→ WORK ORDER
Copy each line of the data beneath in which the word "JSON" appears.

→ Saved entries
────

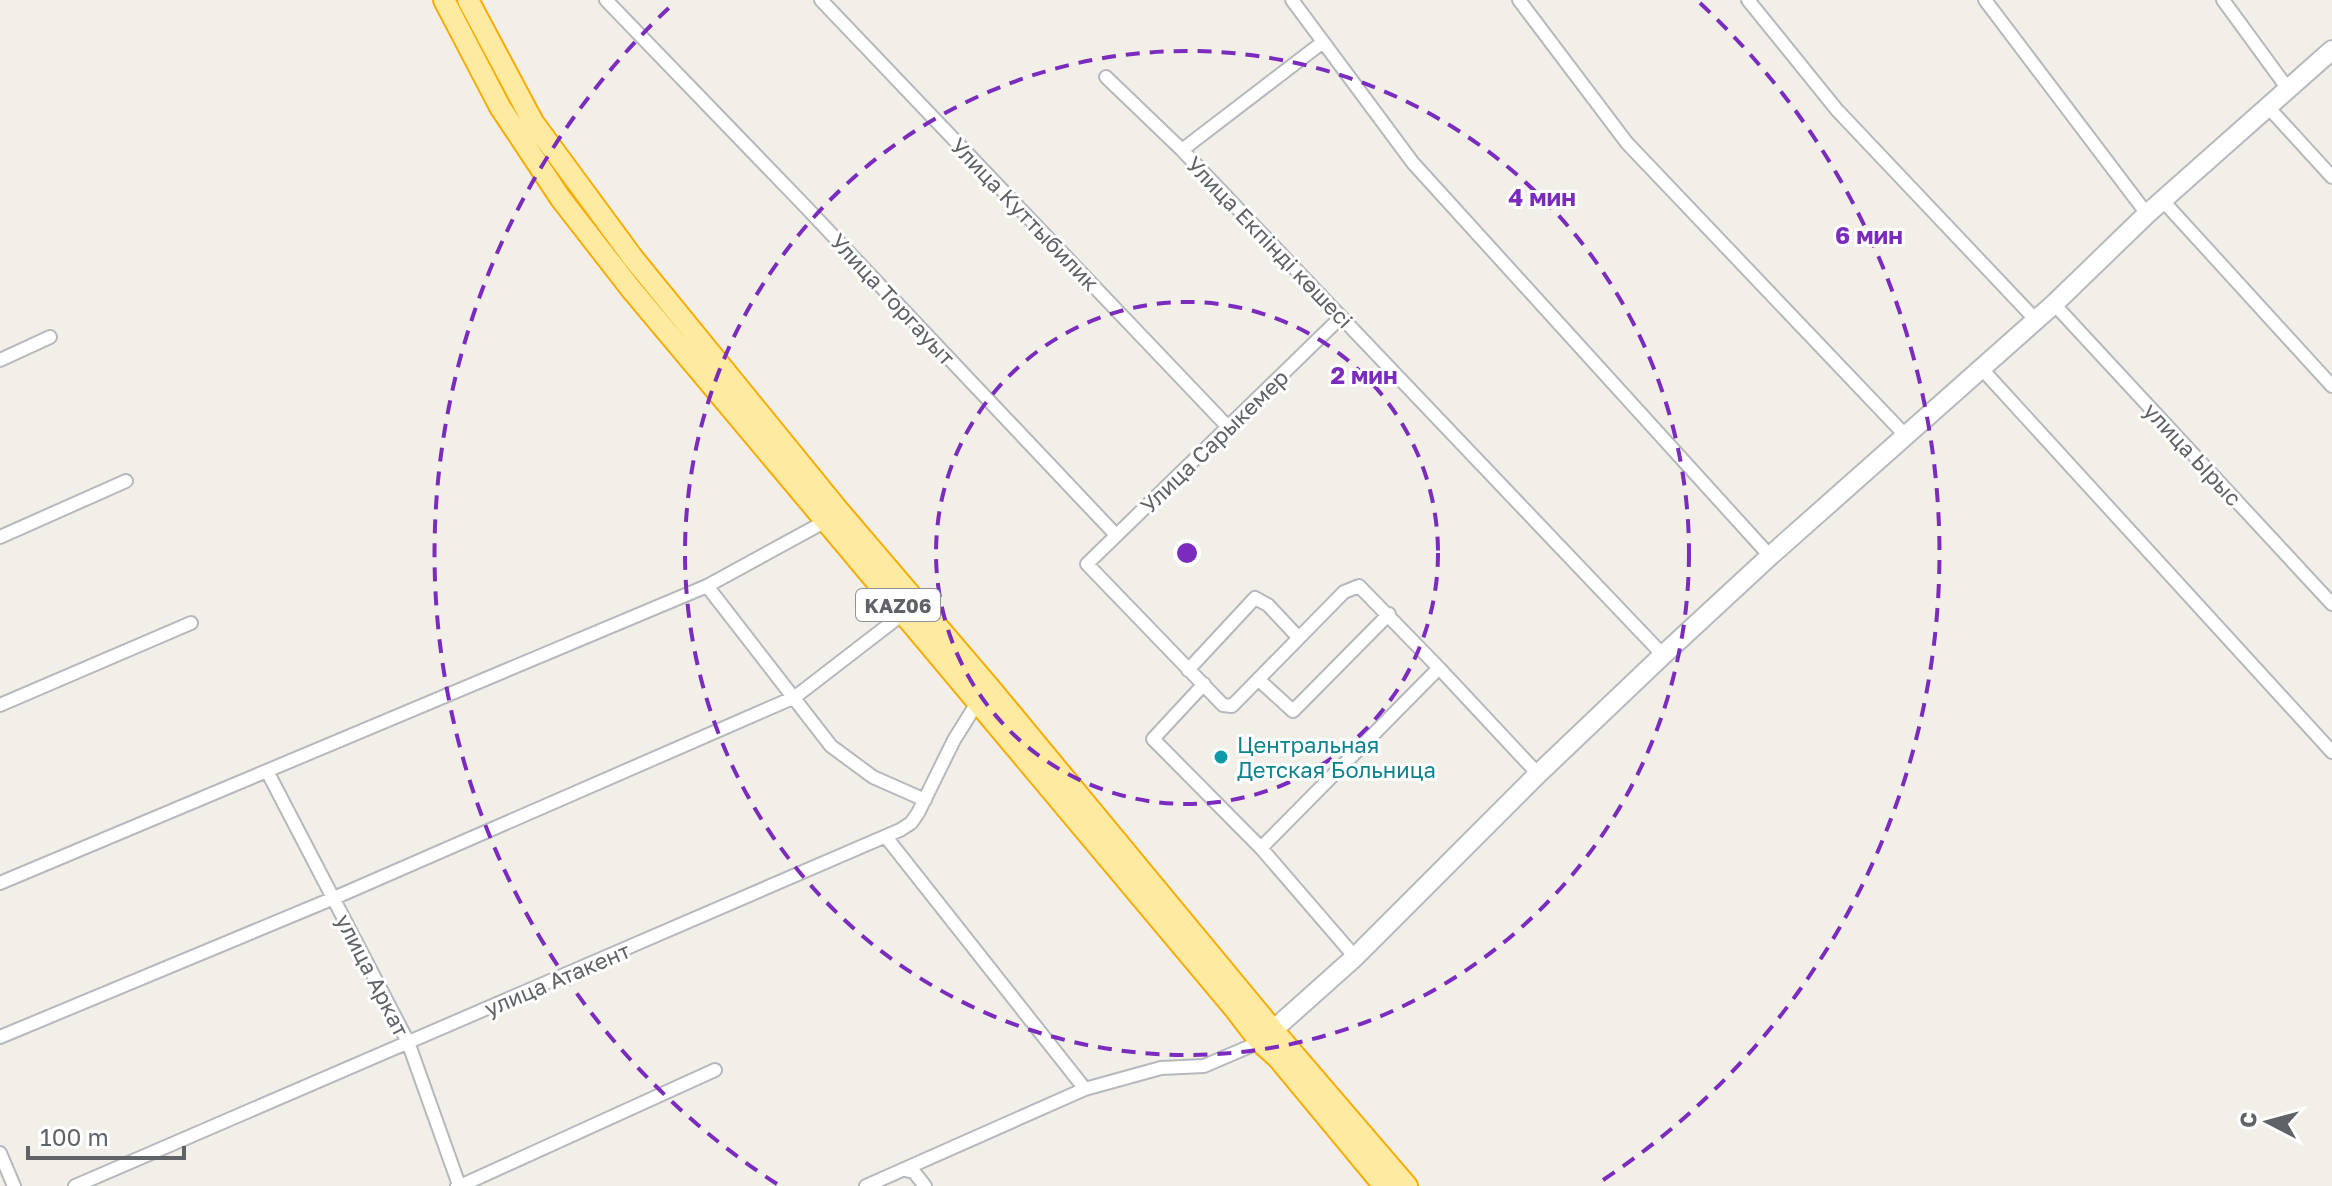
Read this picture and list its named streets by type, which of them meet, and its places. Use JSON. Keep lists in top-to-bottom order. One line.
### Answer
{"streets":{"highway":["KАZ06"],"street":["Улица Куттыбилик","Улица Екпінді көшесі","Улица Торгауыт","Улица Сарыкемер","улица Ырыс","улица Аркат","улица Атакент"]},"crossings":[["Улица Куттыбилик","Улица Сарыкемер"],["Улица Екпінді көшесі","Улица Сарыкемер"],["Улица Торгауыт","Улица Сарыкемер"],["KАZ06","улица Атакент"],["улица Аркат","улица Атакент"]],"places":["Центральная Детская Больница"],"scale_bar":"100 m","north":"left","rings":["4 мин","6 мин","2 мин"]}
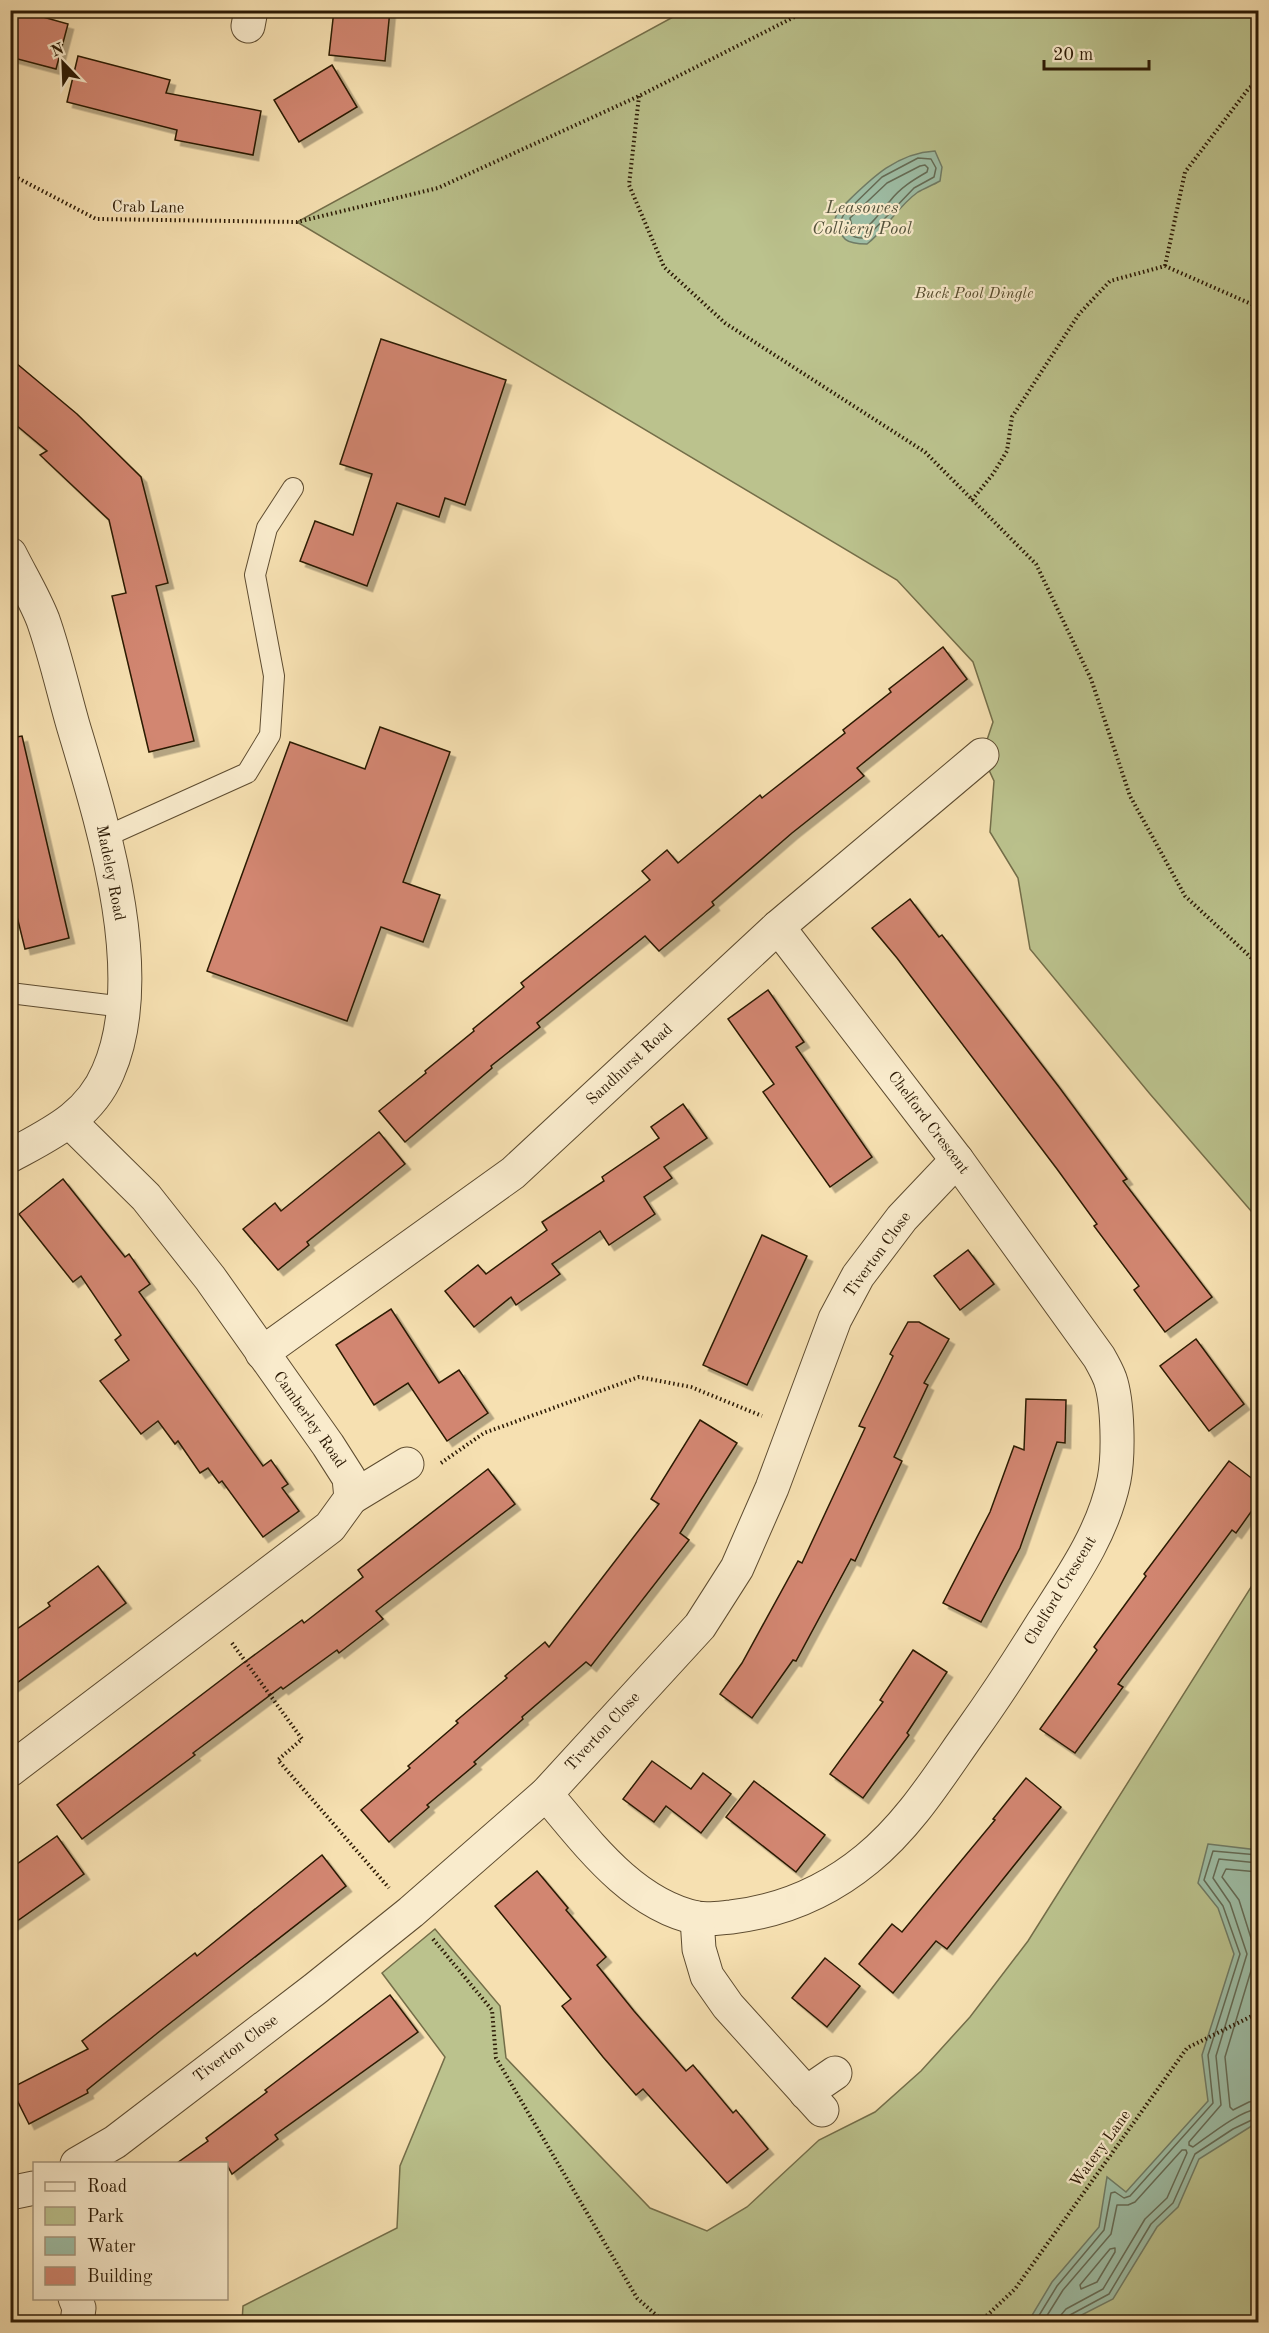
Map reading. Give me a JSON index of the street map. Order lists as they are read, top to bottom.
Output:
{
  "streets": {
    "street": [
      "Madeley Road",
      "Sandhurst Road",
      "Chelford Crescent",
      "Tiverton Close",
      "Camberley Road"
    ],
    "path": ["Crab Lane", "Watery Lane"]
  },
  "crossings": [
    ["Madeley Road", "Camberley Road"],
    ["Sandhurst Road", "Chelford Crescent"],
    ["Sandhurst Road", "Camberley Road"],
    ["Chelford Crescent", "Tiverton Close"]
  ],
  "water": ["Leasowes Colliery Pool"],
  "parks": ["Buck Pool Dingle"],
  "legend": [
    "Road",
    "Park",
    "Water",
    "Building"
  ],
  "scale_bar": "20 m",
  "north": "top left"
}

────

→ SOLUTION TO THIS EXERCISE
Read this picture and list its named streets by type, which of them meet, and its places. Use JSON. Keep lists in top-to-bottom order. One line.
Map reading. Give me a JSON index of the street map. Order lists as they are read, top to bottom.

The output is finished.